The airliner’s chief executive, Ahmad Jauhari Yahya, said Malaysia Airlines was prepared to fly families to Australia but noted that the Australian government would grant visas to relatives only if evidence of the plane were found.

Search operations resumed Wednesday after strong gales and heavy swells grounded aircraft and drove ships away. As many as a dozen aircraft from six countries, including the United States, will center their efforts on unidentified debris spotted by satellites, said the Australian Maritime Safety Authority.

Malaysian Defense Minister Hishammuddin Hussein said a high-level delegation would return to Beijing to meet with families of the Chinese passengers.

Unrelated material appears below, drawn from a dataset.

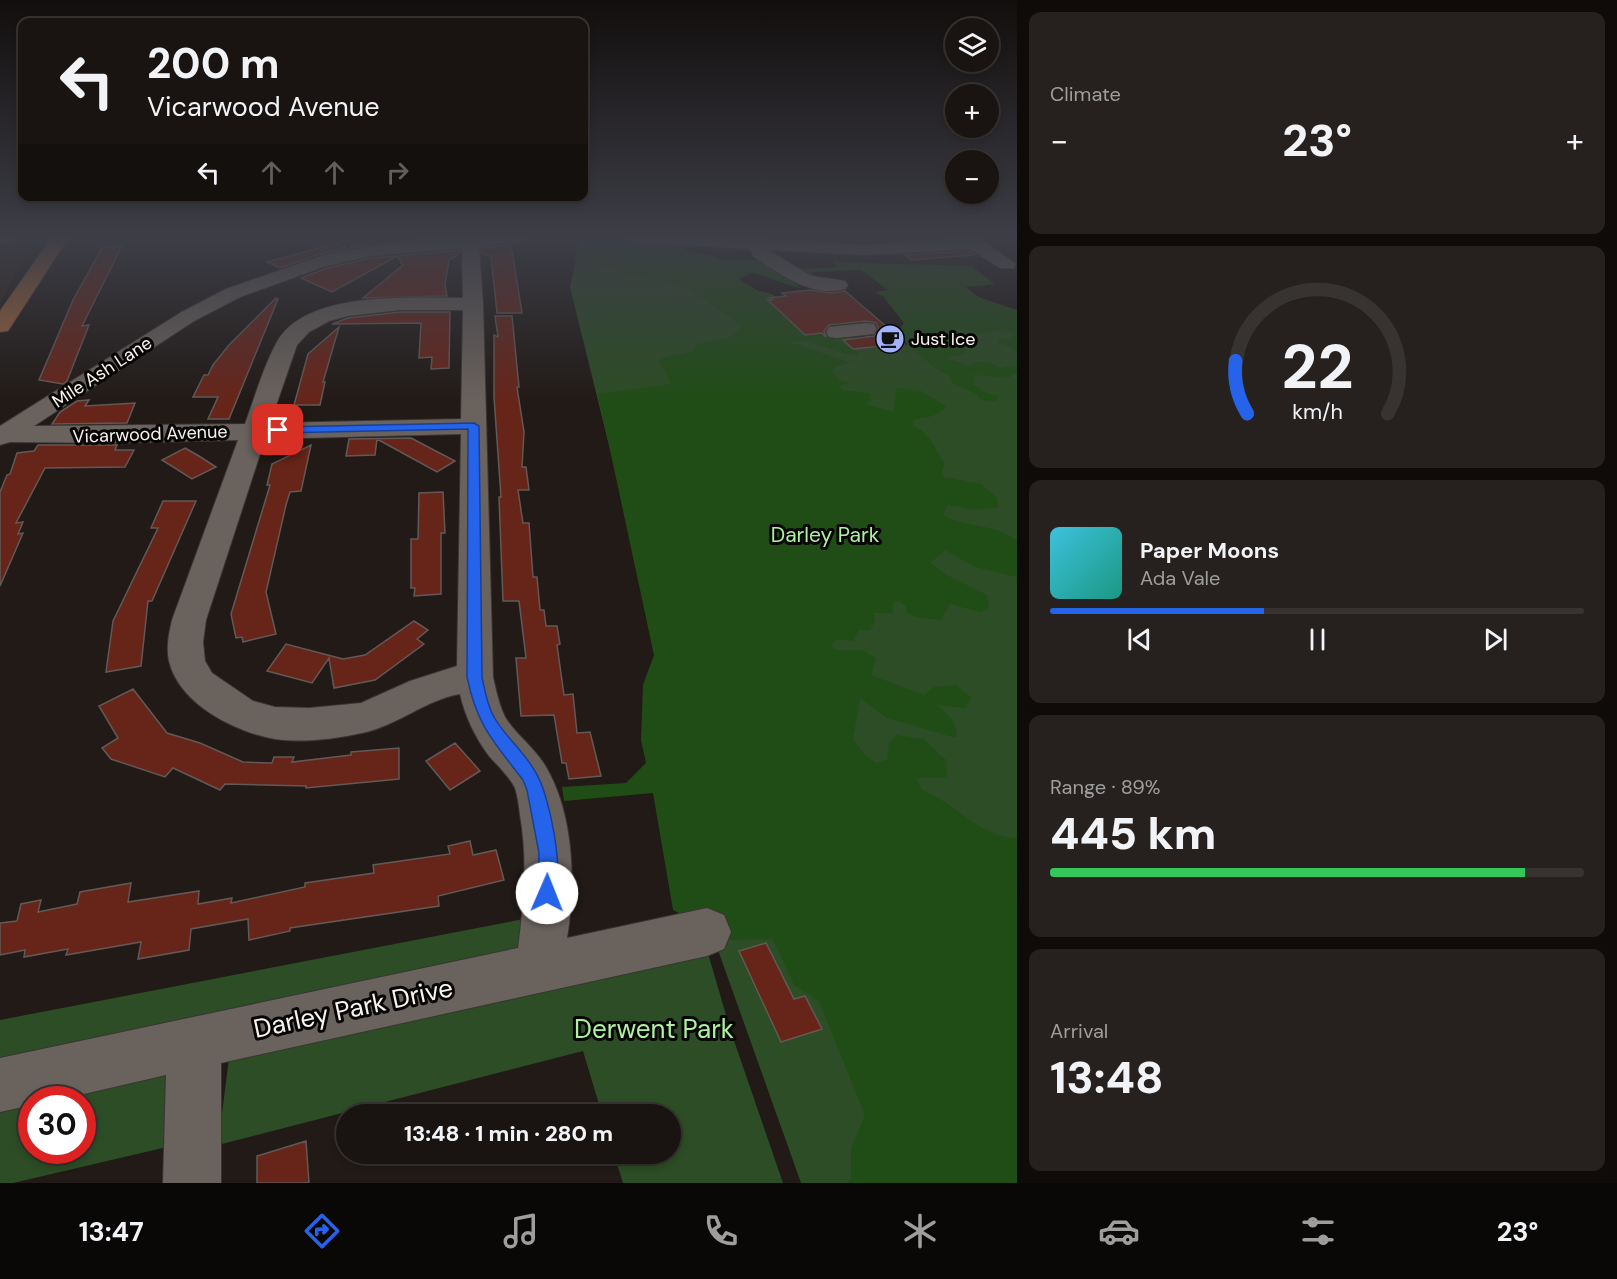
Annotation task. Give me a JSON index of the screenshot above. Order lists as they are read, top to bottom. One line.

Hishammuddin explained during a Tuesday evening media conference that information from the British satellite firm Inmarsat strongly suggested that Flight 370 veered southward over the Indian Ocean, not northward, where search crews had also been looking. The data and graph he released also suggested that such a crash probably occurred between 8:11 a.m. and 9:15 a.m. March 8, more than seven hours after the plane took off from Kuala Lumpur, Malaysia’s capital, en route to Beijing.

Airline chairman Mohamed Nor Yusof appealed to everyone Tuesday to “accept the painful reality that the aircraft is now lost and that none of the passengers or crew on board survived.”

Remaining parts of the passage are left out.